WHAT THE TASK REQUIRES: Scan the entries for the word "canvas" and return every line that has it.

Source records:

# # #

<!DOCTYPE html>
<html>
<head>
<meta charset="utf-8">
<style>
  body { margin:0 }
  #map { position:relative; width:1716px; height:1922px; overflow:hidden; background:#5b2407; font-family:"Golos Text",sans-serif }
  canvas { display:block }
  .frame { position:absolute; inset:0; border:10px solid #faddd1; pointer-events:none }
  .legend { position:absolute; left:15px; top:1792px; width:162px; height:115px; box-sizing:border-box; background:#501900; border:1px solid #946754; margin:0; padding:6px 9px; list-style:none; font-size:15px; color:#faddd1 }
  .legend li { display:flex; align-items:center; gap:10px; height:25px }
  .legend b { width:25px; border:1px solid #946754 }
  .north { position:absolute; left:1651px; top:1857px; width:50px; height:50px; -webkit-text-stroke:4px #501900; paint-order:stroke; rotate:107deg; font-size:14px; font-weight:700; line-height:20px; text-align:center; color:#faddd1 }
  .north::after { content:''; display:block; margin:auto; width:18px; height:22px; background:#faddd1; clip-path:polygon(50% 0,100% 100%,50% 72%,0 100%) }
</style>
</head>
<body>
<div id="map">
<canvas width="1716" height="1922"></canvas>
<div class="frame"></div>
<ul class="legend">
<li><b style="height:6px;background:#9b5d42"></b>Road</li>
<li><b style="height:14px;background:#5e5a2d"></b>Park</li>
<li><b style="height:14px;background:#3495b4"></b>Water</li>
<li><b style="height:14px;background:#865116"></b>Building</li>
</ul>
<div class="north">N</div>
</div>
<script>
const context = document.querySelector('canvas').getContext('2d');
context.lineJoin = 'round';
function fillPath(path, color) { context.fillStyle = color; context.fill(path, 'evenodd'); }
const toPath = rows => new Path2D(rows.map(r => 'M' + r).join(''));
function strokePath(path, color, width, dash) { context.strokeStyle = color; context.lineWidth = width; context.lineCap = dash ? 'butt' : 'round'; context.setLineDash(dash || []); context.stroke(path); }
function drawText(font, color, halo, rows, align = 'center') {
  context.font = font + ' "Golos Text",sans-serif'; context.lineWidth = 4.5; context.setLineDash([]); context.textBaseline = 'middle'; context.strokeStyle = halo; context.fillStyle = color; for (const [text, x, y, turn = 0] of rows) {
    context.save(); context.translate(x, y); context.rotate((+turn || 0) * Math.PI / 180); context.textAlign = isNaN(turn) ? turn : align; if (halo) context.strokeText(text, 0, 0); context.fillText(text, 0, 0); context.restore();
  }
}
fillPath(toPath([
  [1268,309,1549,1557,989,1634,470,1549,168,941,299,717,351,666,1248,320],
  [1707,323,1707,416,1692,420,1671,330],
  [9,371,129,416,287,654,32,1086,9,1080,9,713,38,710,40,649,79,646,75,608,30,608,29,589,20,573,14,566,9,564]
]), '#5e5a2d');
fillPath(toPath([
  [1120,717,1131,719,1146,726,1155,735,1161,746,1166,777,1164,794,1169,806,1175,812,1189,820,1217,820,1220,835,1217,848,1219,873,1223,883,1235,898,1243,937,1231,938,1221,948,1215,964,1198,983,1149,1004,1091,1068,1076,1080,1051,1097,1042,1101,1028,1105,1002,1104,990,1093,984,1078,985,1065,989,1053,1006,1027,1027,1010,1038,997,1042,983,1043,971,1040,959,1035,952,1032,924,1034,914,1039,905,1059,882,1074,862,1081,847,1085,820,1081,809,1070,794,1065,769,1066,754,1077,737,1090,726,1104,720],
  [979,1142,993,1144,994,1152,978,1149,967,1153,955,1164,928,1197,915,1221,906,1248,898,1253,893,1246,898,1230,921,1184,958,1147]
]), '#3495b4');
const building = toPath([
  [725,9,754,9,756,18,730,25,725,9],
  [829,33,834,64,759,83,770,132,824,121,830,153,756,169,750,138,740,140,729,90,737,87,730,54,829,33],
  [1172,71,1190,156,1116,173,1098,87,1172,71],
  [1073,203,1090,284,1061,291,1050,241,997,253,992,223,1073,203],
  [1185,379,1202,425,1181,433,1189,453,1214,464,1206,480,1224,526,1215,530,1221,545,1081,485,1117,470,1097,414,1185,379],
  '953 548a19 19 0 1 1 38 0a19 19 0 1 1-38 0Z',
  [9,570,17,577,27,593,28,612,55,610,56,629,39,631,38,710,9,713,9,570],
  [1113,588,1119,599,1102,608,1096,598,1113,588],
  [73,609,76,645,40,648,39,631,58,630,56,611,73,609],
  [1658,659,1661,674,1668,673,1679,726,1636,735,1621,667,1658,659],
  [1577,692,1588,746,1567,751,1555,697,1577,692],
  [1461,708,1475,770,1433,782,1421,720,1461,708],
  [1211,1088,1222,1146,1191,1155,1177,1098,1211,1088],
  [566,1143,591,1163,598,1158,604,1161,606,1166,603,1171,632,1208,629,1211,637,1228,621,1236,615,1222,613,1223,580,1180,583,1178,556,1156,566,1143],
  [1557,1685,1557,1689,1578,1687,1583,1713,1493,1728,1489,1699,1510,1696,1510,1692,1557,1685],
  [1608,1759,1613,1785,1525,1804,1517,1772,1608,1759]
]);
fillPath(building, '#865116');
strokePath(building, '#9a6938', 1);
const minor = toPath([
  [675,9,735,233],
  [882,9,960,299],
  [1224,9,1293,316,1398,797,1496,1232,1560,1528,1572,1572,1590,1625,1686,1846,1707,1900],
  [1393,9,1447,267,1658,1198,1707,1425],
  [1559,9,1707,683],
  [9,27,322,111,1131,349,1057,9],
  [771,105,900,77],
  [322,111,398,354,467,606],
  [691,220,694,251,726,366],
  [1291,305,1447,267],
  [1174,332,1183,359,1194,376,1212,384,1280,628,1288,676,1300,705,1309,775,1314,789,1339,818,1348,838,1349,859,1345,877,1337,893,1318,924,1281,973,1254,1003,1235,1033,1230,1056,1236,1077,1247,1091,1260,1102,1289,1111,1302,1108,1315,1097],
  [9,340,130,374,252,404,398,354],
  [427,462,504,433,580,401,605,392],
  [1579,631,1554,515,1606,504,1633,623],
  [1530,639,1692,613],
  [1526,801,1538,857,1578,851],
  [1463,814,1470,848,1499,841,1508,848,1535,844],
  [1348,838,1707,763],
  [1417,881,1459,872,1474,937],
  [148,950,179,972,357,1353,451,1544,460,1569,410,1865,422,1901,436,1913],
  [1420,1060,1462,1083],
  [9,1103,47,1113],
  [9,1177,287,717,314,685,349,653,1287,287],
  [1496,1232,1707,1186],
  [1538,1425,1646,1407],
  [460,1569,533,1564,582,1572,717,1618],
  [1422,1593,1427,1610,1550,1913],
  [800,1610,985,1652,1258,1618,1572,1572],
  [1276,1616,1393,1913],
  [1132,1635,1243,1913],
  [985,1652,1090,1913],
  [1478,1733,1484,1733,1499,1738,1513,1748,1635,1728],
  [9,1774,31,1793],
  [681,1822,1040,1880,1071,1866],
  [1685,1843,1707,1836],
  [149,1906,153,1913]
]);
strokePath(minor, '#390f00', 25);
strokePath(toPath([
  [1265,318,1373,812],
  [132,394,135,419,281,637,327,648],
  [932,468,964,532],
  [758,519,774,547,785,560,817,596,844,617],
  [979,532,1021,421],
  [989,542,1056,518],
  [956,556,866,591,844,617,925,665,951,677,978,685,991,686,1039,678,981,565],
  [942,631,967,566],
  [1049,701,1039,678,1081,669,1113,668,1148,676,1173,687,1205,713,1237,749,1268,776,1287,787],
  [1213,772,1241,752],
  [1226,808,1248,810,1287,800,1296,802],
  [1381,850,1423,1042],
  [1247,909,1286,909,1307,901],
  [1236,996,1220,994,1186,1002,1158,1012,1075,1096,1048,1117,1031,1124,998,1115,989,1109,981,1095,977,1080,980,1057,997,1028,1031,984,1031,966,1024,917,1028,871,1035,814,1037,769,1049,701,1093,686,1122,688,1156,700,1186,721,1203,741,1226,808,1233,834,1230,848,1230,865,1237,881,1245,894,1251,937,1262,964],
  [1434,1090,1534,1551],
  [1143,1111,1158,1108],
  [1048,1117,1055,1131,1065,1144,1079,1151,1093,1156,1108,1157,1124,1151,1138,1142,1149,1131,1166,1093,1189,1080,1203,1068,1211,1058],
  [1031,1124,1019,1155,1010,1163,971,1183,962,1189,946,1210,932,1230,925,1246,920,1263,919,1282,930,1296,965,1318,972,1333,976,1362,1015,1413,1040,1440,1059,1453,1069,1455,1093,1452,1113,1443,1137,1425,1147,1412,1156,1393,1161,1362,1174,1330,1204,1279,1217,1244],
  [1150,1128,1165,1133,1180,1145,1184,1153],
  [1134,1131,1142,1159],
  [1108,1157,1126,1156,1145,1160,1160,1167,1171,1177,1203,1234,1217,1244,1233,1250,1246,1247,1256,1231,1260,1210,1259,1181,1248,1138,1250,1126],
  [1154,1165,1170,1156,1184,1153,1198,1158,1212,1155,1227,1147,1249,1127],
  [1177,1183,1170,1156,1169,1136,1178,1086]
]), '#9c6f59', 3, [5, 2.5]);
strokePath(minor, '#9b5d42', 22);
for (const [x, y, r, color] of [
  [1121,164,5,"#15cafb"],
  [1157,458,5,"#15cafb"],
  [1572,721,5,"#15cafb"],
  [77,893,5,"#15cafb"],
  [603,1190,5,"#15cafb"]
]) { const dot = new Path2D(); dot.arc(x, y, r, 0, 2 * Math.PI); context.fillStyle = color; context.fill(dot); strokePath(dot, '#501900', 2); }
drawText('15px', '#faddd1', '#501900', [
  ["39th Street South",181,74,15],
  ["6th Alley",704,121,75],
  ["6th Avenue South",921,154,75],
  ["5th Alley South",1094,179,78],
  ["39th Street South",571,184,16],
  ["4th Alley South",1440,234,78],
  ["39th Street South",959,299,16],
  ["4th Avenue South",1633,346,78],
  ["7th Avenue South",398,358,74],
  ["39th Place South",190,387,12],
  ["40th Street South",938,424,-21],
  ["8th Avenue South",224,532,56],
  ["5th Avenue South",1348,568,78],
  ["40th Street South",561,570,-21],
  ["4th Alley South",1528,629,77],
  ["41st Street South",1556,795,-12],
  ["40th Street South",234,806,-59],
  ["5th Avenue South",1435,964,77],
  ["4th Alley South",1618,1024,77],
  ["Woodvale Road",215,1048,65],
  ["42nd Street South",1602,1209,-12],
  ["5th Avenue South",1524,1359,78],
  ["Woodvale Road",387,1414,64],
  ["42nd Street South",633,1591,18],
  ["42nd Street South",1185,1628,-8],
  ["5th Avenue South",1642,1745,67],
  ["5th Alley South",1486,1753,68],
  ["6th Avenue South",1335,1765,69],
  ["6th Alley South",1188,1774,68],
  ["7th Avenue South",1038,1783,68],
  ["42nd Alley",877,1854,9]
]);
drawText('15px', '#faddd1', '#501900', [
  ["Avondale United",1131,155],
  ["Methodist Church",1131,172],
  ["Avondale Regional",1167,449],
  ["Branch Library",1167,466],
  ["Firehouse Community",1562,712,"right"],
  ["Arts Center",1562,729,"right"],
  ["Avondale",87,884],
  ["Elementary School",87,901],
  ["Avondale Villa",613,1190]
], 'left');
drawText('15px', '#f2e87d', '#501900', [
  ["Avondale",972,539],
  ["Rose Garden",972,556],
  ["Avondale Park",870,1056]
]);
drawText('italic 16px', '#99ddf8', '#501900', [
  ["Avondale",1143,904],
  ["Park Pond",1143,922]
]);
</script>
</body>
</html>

# # #

OUTPUT:
  canvas { display:block }
<canvas width="1716" height="1922"></canvas>
const context = document.querySelector('canvas').getContext('2d');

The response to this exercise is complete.